Retailles d’hosties
(«Redonner sa dignité à la parole publique»)
5 mai 2012

Madame, je suis soufflé. Sur le cul de lire votre courriel, mais il est symptomatique de choses colossales, alors épaulons-nous pour « redonner sa dignité à la parole publique » (je cite mon collègue Rioux, du Devoir), faisons les liens qu’il faut, afin de maintenir sur pied un monde agenouillé sous les lois, les interdits, souvent les parjures des élus, au point d’oublier le bon sens.
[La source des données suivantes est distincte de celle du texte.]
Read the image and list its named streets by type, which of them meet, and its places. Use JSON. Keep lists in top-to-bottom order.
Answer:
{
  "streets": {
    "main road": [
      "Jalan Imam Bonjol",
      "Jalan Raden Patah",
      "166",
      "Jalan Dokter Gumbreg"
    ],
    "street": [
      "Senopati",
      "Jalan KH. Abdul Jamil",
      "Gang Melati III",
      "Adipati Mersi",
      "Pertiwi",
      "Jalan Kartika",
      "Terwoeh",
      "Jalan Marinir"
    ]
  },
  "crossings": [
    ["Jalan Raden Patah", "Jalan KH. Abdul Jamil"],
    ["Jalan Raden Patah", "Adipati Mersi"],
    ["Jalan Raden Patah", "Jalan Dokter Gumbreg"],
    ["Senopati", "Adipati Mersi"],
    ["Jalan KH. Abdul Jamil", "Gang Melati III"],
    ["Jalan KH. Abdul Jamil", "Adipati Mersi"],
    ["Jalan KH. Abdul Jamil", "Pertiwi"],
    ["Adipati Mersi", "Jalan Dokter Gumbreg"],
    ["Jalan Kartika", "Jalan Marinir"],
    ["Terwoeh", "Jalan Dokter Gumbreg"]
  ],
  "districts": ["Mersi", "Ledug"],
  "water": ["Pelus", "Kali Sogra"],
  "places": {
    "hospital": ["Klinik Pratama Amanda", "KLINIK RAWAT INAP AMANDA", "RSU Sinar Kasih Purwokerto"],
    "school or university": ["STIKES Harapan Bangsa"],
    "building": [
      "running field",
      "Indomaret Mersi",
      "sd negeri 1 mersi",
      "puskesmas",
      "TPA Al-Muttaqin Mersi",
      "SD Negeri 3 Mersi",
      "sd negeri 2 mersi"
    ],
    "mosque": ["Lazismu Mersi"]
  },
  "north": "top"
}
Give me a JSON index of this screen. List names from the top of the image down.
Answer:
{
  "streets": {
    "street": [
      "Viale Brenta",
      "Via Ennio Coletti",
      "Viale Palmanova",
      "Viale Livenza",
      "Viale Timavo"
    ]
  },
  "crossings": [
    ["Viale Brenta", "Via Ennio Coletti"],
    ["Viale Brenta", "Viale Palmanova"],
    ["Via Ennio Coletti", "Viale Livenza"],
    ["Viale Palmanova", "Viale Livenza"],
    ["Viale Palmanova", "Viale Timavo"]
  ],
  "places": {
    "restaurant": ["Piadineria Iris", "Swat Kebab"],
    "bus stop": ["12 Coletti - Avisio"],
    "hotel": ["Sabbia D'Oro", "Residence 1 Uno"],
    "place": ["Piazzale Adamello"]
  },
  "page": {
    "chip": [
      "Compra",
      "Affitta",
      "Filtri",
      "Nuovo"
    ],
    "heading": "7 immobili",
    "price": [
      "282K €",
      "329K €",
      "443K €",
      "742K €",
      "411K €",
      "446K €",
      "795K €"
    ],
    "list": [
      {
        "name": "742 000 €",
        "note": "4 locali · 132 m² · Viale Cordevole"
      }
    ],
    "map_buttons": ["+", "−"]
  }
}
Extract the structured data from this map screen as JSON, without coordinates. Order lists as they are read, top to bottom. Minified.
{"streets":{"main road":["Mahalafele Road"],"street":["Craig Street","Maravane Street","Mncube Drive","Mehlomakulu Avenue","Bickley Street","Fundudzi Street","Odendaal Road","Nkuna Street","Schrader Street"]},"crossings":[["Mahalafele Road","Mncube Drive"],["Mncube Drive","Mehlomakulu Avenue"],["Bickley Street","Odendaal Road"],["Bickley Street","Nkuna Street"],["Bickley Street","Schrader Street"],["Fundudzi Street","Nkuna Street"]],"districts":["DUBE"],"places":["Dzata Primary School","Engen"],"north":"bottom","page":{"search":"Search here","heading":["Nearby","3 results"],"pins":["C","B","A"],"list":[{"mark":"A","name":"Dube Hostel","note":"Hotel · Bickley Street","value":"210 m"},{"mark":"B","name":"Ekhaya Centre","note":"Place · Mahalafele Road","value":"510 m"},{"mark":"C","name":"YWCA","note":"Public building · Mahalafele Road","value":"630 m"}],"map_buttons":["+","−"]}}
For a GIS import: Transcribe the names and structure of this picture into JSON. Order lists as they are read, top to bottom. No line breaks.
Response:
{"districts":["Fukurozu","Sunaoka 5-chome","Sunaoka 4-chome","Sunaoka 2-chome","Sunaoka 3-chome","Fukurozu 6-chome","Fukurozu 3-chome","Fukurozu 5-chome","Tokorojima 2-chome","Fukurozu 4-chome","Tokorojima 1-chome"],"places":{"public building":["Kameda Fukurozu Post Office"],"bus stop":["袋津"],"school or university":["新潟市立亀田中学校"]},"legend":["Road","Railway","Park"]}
Des retailles d’hosties, donc, et je ne parle pas des titres de manifestations refilés sur le site de la CLASSE (titres manipulés par les manipulateurs ; c’est leur rôle), ni des hosties achetées au dépanneur. Mais plutôt de réflexes vilains, des comportements qu’on adopte spontanément, dans le murmure ambiant, et qui mènent à la sclérose de nos capacités de réflexion en regard des conséquences de ces décisions « spontanées ». C’est la voie terrible de l’obscurantisme, Madame; le sentier des ânes et de l’horreur. Vous permettez réellement, ici, Madame, de mettre en lumière ces gestes quotidiens, en apparence banals, qui aboutissent à la honte que devraient ressentir ceux en qui nous avons misé notre confiance, je vous cite : « Je travaille à une résidence de personnes âgées et j’ai été estomaquée d’apprendre que les chiens n’ont plus le droit de visite. La nouvelle coordonnatrice dit que « cela ne se fait pas ». Marre de ces conneries. Cette fille se contrefout des sourires, du bonheur que ça peut apporter de voir un animal, le caresser. Bourrer les vieux de médicaments jusqu’à les geler, ça, pas de problème, c’est légal... Société malade. Vous aviez raison de dire que le monde était fou. Je le lui ferai savoir. »


Madame, je salue les gestes citoyens que vous vous apprêtez à faire. Réfléchir, et dire. Ce sont des actes glorieux. Dans ce monde de règles, un monde que le pouvoir en place souhaite aseptisé, atrophié, consentant, un troupeau quoi, vos décisions, vos prises de positions, sont vitales.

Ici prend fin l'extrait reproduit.